Es gibt diesbezüglich einen von mir mit weiteren Kolleg:innen aus ganz Österreich formulierten Antrag, Beitragsreduktionen für Jungeltern bei Anrechenbarkeit als volle Beitragsmonate in den Leistungsordnungen vorzusehen. Es werden aktuell gerade die versicherungsmathematischen Grundlagen dazu erstellt. Dies soll vor allem für Frauen den Stand attraktiver machen, auch wenn die Maßnahme aus meiner Sicht allen Jungeltern zugutekommt, welche die vorbezeichneten Voraussetzungen erfüllen.

Die Vereinbarkeit von Familie und Beruf ist ein oft ein Grund, weswegen junge Frauen die Anwaltei als Karriereweg für sich ausschließen. Als Mutter einer jungen Tochter, würden Sie ihr von der Anwaltei abraten? Wie vereinbaren Sie diese beiden Lebenssphären?

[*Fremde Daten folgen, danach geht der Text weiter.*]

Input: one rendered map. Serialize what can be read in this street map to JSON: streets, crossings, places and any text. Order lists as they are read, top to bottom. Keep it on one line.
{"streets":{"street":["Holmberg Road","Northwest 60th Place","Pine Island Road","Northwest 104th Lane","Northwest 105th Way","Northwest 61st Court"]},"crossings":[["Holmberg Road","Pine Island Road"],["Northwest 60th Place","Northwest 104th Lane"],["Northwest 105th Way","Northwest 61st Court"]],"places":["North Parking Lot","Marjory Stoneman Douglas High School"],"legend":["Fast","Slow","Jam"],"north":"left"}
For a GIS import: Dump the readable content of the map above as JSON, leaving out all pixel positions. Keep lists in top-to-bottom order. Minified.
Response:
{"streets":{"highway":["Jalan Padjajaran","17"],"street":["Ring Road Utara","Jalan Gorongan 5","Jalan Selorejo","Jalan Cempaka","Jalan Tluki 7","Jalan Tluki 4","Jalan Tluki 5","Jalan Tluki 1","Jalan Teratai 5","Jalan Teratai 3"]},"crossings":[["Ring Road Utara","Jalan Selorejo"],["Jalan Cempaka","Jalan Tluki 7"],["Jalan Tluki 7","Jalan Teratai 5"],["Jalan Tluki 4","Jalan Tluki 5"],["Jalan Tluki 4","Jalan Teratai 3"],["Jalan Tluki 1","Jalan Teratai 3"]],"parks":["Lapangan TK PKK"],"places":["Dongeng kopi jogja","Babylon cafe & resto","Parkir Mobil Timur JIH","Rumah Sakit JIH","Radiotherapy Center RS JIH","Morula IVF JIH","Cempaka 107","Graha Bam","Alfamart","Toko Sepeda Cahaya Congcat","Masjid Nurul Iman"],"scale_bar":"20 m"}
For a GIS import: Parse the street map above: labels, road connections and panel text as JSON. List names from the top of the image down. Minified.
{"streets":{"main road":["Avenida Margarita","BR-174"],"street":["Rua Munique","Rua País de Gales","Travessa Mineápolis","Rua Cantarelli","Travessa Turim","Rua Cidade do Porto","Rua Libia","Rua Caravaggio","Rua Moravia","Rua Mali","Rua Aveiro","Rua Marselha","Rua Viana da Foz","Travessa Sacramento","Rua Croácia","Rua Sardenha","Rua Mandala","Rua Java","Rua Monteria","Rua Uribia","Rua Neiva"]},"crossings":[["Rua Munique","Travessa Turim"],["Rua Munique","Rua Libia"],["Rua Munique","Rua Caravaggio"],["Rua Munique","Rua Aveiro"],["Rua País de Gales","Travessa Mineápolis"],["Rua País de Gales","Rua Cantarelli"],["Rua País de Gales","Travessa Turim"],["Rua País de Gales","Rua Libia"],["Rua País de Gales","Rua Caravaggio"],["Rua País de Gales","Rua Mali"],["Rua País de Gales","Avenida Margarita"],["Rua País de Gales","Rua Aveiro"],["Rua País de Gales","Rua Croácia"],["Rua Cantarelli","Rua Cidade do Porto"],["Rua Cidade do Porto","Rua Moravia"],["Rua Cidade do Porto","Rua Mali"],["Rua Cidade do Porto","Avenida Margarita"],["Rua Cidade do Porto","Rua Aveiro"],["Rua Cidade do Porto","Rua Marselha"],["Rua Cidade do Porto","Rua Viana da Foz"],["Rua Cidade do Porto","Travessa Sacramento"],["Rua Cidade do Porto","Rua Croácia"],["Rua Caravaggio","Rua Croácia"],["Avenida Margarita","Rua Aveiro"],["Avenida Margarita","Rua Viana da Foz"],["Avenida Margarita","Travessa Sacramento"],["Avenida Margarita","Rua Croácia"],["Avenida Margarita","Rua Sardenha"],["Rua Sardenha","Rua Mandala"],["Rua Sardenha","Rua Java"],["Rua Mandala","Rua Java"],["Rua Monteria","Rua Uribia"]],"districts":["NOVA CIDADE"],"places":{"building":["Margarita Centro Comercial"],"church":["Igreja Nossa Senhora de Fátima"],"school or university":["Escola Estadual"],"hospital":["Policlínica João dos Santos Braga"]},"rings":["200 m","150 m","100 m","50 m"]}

In Summe kämpft man auch als Anwältin mit „typischen Selbständigenproblemen“. Wie bezahle ich trotz verminderter eigener Leistungsfähigkeit kurz vor und nach der Geburt die Gehälter meiner Mitarbeiter und wie halte ich meine Stammklienten. Aber es ist aus meiner Sicht richtig, dass die Leistungs- und Beitragsordnungen der Rechtsanwaltskammern, welche alle Beiträge der Anwält:innen regeln, jungen Müttern immer noch besonders viele Steine in den Weg legen, auch wenn sich in letzter Zeit einiges getan hat.

Ich kann meinen Beruf unter anderem deshalb ausüben, weil mein Mann sich für Elternteilzeit entschieden hat und sich unter der Woche hauptsächlich um unsere Tochter kümmert. Ergänzend dazu können wir auf ein tolles familiäres Netzwerk zurückgreifen.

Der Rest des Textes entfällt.